**Stored dataset items**
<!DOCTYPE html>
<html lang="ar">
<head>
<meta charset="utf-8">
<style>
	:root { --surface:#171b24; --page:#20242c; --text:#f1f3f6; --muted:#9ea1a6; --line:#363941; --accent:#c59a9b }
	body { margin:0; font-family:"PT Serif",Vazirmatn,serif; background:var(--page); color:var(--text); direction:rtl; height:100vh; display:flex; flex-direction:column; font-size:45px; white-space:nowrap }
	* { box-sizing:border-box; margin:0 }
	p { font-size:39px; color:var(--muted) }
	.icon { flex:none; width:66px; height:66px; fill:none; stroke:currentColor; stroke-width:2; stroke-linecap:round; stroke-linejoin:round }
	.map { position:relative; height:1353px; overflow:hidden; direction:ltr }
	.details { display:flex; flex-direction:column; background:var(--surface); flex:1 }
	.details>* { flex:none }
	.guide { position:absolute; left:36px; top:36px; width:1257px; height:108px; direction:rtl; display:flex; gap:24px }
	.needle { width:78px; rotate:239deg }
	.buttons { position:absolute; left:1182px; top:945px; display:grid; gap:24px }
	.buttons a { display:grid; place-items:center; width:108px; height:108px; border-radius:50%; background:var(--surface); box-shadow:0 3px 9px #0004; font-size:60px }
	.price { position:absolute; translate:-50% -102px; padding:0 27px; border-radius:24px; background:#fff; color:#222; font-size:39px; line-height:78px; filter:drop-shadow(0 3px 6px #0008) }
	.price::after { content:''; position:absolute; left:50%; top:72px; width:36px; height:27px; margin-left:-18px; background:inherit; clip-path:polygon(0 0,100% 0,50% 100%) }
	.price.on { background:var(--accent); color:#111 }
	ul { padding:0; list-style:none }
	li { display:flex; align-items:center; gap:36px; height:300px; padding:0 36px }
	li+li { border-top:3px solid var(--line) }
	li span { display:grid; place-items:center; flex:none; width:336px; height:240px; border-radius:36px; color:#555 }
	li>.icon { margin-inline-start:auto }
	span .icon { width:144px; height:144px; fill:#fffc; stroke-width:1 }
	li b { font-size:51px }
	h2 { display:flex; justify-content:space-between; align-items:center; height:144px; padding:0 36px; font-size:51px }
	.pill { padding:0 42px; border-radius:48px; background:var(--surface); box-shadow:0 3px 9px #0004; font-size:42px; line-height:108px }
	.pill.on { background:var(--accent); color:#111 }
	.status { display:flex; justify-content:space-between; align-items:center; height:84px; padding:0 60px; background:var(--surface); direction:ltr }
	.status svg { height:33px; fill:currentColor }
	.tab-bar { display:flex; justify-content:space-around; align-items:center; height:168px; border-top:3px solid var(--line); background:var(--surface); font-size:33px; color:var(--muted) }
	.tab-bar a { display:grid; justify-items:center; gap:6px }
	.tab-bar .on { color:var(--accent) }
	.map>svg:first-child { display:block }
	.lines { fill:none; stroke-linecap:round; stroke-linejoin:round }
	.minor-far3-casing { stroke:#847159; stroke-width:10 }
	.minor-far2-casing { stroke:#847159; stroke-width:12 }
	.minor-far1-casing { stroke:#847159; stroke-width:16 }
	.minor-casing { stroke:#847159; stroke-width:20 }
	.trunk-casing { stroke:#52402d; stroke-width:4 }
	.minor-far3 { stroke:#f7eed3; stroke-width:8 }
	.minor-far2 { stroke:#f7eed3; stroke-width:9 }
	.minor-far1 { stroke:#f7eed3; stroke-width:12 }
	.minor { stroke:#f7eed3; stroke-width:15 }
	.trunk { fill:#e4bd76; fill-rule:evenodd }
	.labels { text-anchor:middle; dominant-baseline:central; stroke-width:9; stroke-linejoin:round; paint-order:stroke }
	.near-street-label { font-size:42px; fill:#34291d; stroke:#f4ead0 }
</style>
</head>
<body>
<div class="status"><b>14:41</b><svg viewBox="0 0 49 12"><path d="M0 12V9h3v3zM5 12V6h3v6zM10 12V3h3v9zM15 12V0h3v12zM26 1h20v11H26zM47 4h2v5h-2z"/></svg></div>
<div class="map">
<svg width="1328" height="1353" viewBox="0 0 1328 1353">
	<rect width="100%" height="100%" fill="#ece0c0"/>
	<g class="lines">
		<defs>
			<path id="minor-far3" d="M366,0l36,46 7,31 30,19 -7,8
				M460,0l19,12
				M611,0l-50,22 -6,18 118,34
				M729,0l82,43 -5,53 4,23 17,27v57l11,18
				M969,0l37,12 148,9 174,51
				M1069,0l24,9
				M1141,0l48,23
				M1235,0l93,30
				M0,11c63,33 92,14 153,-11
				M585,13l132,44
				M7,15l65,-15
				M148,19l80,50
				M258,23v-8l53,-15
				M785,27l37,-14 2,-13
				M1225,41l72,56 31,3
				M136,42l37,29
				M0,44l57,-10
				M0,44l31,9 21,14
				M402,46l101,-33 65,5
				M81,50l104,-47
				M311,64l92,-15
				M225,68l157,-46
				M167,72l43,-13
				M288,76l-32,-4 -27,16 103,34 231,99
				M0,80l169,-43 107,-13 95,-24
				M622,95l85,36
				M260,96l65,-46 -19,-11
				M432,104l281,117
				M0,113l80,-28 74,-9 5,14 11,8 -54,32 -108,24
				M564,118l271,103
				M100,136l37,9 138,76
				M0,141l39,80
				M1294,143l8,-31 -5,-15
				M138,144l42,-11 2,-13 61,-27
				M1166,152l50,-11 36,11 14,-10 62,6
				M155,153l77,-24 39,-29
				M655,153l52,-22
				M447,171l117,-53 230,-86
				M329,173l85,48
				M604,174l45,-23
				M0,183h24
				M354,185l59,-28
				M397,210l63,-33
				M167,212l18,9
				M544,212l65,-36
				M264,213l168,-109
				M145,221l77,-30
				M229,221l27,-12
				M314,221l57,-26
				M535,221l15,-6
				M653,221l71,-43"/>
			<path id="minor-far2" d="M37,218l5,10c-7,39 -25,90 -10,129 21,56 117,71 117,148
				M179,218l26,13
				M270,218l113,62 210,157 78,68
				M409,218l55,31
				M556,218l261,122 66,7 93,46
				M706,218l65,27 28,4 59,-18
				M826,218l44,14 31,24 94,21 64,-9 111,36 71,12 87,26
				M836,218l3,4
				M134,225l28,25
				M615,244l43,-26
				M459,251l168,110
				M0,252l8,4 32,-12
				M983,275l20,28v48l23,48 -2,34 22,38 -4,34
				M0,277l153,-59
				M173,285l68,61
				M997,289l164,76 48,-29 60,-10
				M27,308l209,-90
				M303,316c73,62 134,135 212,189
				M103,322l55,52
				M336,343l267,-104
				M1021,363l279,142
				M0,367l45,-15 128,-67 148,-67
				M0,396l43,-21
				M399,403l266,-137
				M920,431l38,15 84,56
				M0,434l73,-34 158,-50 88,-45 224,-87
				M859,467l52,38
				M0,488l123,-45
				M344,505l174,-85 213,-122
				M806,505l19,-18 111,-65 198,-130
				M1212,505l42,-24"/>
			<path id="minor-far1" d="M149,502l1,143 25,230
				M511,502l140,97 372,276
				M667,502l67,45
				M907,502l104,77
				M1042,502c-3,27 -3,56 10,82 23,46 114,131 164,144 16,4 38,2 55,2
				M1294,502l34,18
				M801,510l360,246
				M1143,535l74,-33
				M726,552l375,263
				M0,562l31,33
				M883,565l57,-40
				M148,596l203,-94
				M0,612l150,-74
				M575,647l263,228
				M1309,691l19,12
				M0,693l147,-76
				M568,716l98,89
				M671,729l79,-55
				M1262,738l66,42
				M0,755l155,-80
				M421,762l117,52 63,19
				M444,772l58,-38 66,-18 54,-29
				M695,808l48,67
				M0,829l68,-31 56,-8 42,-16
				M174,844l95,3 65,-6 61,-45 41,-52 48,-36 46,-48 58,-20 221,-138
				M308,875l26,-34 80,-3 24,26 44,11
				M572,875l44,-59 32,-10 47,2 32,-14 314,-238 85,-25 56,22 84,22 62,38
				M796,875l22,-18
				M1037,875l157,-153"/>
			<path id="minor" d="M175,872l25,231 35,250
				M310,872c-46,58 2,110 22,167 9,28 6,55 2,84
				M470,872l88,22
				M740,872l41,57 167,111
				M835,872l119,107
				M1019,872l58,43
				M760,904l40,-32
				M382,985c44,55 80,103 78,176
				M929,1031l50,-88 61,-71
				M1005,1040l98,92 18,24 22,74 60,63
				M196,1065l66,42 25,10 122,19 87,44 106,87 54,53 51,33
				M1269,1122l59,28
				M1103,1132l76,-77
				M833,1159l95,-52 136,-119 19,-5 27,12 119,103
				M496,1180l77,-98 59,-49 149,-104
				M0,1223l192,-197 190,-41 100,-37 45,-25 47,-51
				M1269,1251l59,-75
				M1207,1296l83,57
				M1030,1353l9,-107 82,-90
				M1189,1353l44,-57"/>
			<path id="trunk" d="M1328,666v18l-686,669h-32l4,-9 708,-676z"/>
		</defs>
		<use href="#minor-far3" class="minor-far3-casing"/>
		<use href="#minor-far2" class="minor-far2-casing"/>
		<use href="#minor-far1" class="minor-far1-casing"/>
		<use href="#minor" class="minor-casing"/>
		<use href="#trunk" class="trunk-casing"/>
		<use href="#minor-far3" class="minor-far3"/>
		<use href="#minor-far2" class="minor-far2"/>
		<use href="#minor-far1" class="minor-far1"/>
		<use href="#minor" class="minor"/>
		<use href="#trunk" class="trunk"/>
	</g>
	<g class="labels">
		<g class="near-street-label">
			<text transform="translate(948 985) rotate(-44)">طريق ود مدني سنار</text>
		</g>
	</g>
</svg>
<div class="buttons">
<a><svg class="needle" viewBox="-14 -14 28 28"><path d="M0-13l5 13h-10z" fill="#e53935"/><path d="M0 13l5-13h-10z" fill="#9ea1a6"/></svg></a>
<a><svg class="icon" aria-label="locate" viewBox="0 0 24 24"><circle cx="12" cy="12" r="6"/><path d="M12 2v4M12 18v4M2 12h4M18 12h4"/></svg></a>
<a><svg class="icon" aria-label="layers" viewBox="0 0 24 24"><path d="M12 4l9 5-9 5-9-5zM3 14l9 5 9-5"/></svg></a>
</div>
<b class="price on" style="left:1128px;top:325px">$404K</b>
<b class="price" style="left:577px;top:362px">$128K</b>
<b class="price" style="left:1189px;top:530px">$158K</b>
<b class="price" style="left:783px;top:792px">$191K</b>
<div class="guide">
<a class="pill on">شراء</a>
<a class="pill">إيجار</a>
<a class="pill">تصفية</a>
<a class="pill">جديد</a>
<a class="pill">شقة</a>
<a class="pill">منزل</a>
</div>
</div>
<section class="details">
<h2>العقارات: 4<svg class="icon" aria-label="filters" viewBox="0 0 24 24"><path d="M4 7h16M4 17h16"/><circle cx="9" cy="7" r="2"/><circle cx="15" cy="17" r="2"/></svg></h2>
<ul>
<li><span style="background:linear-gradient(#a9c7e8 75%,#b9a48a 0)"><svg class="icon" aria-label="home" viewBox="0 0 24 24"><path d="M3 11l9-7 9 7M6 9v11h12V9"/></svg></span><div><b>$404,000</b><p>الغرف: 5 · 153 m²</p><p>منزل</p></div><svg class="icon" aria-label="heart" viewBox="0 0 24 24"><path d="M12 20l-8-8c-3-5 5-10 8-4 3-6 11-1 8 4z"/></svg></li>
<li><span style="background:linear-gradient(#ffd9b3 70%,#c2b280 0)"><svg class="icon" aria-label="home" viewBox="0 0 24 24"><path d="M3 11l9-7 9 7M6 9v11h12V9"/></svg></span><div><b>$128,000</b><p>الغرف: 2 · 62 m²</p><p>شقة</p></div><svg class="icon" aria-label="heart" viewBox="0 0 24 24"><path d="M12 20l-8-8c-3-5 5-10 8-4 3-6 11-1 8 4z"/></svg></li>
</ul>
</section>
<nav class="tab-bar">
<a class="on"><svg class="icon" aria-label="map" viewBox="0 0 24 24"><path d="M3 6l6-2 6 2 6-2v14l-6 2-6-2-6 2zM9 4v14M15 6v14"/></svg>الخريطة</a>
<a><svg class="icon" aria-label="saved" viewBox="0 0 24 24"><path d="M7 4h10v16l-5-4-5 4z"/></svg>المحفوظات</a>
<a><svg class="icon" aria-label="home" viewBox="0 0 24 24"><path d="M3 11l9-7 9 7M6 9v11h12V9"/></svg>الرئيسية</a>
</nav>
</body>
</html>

**Problem to work on**
Please output exactly the lines between the one holding "M0,488l123,-45" and the one holding "M1005,1040l98,92 18,24 22,74 60,63" in the records above, inclusive, and nothing more.

**Answer space**
				M0,488l123,-45
				M344,505l174,-85 213,-122
				M806,505l19,-18 111,-65 198,-130
				M1212,505l42,-24"/>
			<path id="minor-far1" d="M149,502l1,143 25,230
				M511,502l140,97 372,276
				M667,502l67,45
				M907,502l104,77
				M1042,502c-3,27 -3,56 10,82 23,46 114,131 164,144 16,4 38,2 55,2
				M1294,502l34,18
				M801,510l360,246
				M1143,535l74,-33
				M726,552l375,263
				M0,562l31,33
				M883,565l57,-40
				M148,596l203,-94
				M0,612l150,-74
				M575,647l263,228
				M1309,691l19,12
				M0,693l147,-76
				M568,716l98,89
				M671,729l79,-55
				M1262,738l66,42
				M0,755l155,-80
				M421,762l117,52 63,19
				M444,772l58,-38 66,-18 54,-29
				M695,808l48,67
				M0,829l68,-31 56,-8 42,-16
				M174,844l95,3 65,-6 61,-45 41,-52 48,-36 46,-48 58,-20 221,-138
				M308,875l26,-34 80,-3 24,26 44,11
				M572,875l44,-59 32,-10 47,2 32,-14 314,-238 85,-25 56,22 84,22 62,38
				M796,875l22,-18
				M1037,875l157,-153"/>
			<path id="minor" d="M175,872l25,231 35,250
				M310,872c-46,58 2,110 22,167 9,28 6,55 2,84
				M470,872l88,22
				M740,872l41,57 167,111
				M835,872l119,107
				M1019,872l58,43
				M760,904l40,-32
				M382,985c44,55 80,103 78,176
				M929,1031l50,-88 61,-71
				M1005,1040l98,92 18,24 22,74 60,63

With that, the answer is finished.